I don't mean to trivialize the damage that they have done or may be doing to ongoing battles, but I think perhaps there is a "there but for..." warning; if you let yourself identify strongly with a political ideology, no matter how radical that ideology may seem at the time, and then never engage in any self-reflection or update your beliefs as the world shifts, you too could end up being a real asshole in your dotage. It's something I try to keep in mind, anyway.
posted by Kadin2048 at 8:55 AM on May 10, 2019 [5 favorites]


I feel like it is more mainstream thought among a certain generation, but the presence of a Gender Critical subreddit is a sign for me that it's not purely the domain of older women.
posted by Selena777 at 9:01 AM on May 10, 2019 [2 favorites]


So, if you are a radical gender essentialist, you are very very invested in the idea that men and women are completely discrete, binary, and immutable categories that are obvious and discernible. The problem with that is, of course, it doesn’t match reality — depending on how you define gender, there are a lot of edge cases that have to be hand waved away for your nice essentialist model to hold. And the thing is, all of those “edge cases” are people, and pushing them out of your model is cruel, because it gives them literally nowhere to live. Conform or die is the inherent message of the FART.

Look at the story ceejaytee linked to — “Feminists” applauding that a woman is hounded, shamed, and forced into unnecessary medical treatment because, if they accept her, their precious essentialist Carr castle begins to collapse. FARTS hate trans women so much that they don’t care what collateral damage occurs.
posted by GenjiandProust at 9:17 AM on May 10, 2019 [7 favorites]


one of the Uniquely Female experiences listed was "grieving to discover you're infertile."

This is such a weird example to me. I was friends with a cis guy in high school who had found out when he was little that he couldn't give birth and had cried for a week. I've also known many, many men through the course of my work for whom being able to have children is absolutely everything and the possibility of losing that was too much to bear, to the point of living with chronic pain rather than losing that opportunity. I also know a bunch of trans men who have given birth. For me getting my uterus out and being free of the ongoing body horror that had been menstruation and even just the idea of being fertile has been amazing.

This is not uniquely female, if there even is such a thing.
posted by bile and syntax at 9:38 AM on May 10, 2019 [7 favorites]


I feel like it is more mainstream thought among a certain generation, but the presence of a Gender Critical subreddit is a sign for me that it's not purely the domain of older women.

The vast majority of online terfs are probably around 30, with some younger ones being roped in via tumblr and such(and it's surprisingly popular on there for being what's mostly viewed as young, progressive, ~queer inclusive~ platform).

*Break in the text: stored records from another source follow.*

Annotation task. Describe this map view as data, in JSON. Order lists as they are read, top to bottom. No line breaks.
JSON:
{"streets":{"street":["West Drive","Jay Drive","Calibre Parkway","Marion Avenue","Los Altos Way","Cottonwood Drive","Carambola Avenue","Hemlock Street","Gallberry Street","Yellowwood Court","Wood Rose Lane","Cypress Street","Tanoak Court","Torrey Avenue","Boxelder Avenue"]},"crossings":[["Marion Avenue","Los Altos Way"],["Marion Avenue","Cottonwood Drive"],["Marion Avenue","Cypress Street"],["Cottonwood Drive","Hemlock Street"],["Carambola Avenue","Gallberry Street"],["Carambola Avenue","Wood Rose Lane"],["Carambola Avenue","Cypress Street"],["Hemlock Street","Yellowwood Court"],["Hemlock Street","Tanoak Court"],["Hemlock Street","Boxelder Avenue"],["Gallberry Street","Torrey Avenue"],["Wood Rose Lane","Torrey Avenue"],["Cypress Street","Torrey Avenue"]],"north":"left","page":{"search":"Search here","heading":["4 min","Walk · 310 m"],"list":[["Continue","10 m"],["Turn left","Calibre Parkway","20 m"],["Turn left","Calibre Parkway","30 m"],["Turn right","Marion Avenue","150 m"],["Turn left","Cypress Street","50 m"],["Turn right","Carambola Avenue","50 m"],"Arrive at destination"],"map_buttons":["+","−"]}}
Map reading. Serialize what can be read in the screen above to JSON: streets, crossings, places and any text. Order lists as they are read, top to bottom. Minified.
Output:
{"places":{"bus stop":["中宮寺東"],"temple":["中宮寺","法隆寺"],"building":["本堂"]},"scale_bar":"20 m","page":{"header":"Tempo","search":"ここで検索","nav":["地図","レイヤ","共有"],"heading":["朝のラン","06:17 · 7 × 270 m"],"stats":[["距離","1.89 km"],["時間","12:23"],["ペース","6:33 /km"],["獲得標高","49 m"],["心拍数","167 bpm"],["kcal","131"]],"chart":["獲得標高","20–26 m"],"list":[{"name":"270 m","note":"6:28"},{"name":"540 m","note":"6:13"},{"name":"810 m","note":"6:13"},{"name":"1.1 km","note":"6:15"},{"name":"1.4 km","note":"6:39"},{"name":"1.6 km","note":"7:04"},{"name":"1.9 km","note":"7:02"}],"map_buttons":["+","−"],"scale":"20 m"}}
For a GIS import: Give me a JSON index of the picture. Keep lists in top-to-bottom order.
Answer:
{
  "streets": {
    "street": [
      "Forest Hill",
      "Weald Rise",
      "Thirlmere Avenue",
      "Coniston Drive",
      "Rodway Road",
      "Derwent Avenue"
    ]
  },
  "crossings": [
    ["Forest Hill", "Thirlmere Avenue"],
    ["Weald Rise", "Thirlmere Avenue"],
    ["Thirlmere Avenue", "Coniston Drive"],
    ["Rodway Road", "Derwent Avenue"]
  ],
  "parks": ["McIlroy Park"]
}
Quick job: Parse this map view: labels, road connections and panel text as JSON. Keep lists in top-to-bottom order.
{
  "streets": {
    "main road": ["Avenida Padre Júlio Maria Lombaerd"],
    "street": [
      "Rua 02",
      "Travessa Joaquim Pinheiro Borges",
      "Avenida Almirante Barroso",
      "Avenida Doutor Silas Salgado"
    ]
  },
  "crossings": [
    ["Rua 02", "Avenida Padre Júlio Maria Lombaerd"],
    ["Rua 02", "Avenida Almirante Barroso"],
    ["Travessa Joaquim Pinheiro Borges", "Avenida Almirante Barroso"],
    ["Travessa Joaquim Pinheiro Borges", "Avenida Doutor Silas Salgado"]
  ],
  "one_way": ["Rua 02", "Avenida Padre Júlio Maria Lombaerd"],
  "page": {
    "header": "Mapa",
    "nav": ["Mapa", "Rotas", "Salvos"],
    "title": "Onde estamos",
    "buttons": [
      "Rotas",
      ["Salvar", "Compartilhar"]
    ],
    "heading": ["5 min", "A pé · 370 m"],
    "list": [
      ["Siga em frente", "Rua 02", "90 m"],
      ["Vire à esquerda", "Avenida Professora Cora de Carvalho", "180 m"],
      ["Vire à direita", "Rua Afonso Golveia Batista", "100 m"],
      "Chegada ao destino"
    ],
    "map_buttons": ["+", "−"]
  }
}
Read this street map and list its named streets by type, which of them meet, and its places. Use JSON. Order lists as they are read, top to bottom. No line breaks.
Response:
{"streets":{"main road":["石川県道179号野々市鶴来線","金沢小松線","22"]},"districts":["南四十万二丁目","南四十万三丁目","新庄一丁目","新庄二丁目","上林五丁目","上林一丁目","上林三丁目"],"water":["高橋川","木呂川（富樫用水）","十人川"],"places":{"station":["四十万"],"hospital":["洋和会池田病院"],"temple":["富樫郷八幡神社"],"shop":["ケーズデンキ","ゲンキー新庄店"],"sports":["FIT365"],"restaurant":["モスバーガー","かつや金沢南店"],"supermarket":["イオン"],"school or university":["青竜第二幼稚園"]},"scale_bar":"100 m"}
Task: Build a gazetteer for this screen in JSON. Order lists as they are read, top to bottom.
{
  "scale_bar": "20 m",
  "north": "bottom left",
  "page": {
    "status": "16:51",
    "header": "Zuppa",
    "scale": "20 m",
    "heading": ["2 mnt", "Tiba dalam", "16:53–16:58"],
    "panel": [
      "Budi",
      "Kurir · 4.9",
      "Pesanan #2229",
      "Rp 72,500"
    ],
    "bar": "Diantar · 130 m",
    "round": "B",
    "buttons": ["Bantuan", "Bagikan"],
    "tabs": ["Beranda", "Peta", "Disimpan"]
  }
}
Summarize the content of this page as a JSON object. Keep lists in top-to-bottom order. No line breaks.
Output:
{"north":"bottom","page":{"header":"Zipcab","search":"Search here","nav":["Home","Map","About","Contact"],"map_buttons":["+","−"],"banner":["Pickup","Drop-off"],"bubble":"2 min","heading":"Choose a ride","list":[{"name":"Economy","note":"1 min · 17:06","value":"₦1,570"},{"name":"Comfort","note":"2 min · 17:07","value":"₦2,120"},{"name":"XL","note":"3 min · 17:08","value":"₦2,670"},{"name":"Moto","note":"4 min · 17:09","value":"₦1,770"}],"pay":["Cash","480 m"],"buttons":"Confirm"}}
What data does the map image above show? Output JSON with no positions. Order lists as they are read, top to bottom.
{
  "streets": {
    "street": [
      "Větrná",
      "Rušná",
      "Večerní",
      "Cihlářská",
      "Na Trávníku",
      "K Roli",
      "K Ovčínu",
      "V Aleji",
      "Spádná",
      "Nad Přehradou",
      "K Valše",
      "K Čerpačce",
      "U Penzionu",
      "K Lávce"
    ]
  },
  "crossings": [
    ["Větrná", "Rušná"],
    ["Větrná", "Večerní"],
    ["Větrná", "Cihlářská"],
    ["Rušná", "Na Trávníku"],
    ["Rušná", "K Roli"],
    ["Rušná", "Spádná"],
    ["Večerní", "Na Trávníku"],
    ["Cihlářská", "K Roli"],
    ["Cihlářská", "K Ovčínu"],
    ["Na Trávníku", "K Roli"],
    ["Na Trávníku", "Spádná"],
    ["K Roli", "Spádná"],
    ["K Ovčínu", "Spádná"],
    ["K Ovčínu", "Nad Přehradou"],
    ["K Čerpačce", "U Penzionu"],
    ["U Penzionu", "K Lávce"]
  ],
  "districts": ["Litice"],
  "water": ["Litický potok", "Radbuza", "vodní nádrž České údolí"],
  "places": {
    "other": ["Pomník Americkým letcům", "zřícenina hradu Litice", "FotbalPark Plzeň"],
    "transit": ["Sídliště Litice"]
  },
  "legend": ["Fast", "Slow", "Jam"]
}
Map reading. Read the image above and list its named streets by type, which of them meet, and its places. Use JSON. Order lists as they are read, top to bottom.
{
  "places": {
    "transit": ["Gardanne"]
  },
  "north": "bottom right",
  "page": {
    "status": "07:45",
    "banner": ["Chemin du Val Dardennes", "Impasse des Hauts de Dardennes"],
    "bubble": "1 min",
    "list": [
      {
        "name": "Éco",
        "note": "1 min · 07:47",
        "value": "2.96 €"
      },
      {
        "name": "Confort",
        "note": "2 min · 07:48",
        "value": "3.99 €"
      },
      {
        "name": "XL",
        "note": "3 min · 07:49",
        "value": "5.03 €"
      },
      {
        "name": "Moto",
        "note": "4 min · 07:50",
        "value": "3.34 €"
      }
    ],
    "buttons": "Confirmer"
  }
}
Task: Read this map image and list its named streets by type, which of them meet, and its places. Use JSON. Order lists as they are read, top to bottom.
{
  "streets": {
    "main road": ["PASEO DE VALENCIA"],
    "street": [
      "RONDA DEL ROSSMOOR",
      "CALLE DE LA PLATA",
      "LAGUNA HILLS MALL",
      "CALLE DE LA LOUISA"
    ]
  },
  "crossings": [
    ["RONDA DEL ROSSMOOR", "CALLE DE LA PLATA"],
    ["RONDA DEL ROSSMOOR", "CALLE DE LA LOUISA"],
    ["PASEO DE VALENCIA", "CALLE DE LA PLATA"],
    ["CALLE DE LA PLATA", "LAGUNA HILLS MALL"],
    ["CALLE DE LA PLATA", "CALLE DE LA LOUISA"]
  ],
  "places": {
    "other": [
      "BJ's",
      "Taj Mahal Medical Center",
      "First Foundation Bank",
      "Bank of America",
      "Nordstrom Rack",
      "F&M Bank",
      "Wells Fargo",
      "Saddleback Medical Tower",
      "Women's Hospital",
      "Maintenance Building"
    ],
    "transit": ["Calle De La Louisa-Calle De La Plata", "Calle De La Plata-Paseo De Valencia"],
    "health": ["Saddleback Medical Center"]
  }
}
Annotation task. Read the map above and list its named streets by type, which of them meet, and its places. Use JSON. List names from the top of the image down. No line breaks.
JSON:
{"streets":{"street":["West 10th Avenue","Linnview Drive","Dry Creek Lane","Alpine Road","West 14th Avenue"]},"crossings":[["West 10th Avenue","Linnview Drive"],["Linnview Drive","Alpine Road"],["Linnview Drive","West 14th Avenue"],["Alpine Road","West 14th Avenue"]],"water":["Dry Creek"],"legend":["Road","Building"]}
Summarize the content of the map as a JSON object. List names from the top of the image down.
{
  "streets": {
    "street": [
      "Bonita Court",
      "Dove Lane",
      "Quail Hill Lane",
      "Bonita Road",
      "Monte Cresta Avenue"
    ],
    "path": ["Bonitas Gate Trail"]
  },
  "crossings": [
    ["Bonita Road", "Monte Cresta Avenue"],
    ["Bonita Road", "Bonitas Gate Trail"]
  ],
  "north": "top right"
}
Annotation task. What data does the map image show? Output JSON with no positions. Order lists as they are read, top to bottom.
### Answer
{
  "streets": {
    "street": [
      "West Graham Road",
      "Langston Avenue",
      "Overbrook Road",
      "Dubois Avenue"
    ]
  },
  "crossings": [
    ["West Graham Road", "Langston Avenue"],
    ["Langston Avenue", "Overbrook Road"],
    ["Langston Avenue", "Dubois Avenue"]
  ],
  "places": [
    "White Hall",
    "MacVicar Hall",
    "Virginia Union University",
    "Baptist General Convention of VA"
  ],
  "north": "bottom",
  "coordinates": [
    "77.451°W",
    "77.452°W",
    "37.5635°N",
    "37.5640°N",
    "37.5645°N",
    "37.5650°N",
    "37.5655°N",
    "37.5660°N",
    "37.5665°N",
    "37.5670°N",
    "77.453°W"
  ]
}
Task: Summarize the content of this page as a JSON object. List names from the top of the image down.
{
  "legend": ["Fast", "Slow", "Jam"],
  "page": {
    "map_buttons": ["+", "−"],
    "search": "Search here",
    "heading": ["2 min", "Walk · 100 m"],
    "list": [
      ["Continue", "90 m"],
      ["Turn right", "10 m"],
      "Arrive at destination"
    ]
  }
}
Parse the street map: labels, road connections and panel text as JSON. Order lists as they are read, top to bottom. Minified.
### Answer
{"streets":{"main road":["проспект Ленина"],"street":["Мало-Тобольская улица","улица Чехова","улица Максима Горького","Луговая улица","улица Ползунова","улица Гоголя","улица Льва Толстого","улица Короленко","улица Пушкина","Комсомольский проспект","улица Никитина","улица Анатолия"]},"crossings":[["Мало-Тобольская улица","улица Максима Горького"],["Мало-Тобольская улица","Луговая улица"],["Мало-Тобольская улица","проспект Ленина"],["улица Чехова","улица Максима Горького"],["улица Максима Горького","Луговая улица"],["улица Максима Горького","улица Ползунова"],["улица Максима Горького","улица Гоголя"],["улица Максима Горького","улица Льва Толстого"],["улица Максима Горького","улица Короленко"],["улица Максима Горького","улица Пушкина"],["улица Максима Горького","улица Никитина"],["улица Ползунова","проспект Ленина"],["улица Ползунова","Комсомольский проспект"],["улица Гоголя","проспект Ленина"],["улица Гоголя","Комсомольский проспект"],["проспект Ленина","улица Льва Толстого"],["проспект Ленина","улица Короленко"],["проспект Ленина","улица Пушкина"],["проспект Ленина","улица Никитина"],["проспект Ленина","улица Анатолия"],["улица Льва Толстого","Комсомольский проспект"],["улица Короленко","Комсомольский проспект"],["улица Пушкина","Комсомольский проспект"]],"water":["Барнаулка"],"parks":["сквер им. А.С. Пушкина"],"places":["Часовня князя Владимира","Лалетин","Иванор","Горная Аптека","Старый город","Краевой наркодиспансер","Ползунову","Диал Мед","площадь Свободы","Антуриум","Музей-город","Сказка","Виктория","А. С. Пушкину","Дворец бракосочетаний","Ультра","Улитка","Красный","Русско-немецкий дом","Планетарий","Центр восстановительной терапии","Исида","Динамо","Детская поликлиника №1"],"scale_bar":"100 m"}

There's a real baton-pass happening from the older millennial/young gen-x crowd to the young millennial and gen z for sure.

There's a definitely split between the "i'll ally with republicans, sure" group which seems small to me, and the "i'm a leftist progressive but this is UwU logged on internet silly pronouns gender bullshit and it's setting us back/has gone too far" which seems to be a LOT of younger peoples gateway into actual terf shit.

I have a lot of resentment for multiple events in the past 10 years or so of online discourse that left things ripe to be preyed on and manipulated by this newer, more online culture adept generation of terfs but... that would be a very very long post.

But yea, don't make the mistake of thinking this is an older people thing. There's a whole new generation of terf and terf adjacent people out there. Honestly what i'm more worried about is diluted versions of those ideas about "gender roles" and "appropriating femininity" and shit trickling down into Normal Progressive Discourse which i've already seen a LOT of.
posted by emptythought at 11:16 AM on May 10, 2019 [10 favorites]


Like their beliefs, drilled down, are barely distinguishable from the right-wing Christians they're cynically allying with.

I mean, both Janice Raymond and Mary Daly came out of a tradition of devout Catholicism; Raymond is an ex-Sister Of Mercy (not those Sisters) and Daly's doctorates were in theology and religion and a commitment to a notion of sex-role/gender identity almost-as-a-personified-soul is central to their work, not to mention a yearing for authenticity, wholeness, and transcendence, that, both, often seems deeply religious and, also, oddly reminisicent of the yearnings of the likes of Jordan Peterson and his ilk. This core belief in "the authentic body" seems to be a notion shared across the divides by certain kinds of feminists, right-wingers, and left-wingers.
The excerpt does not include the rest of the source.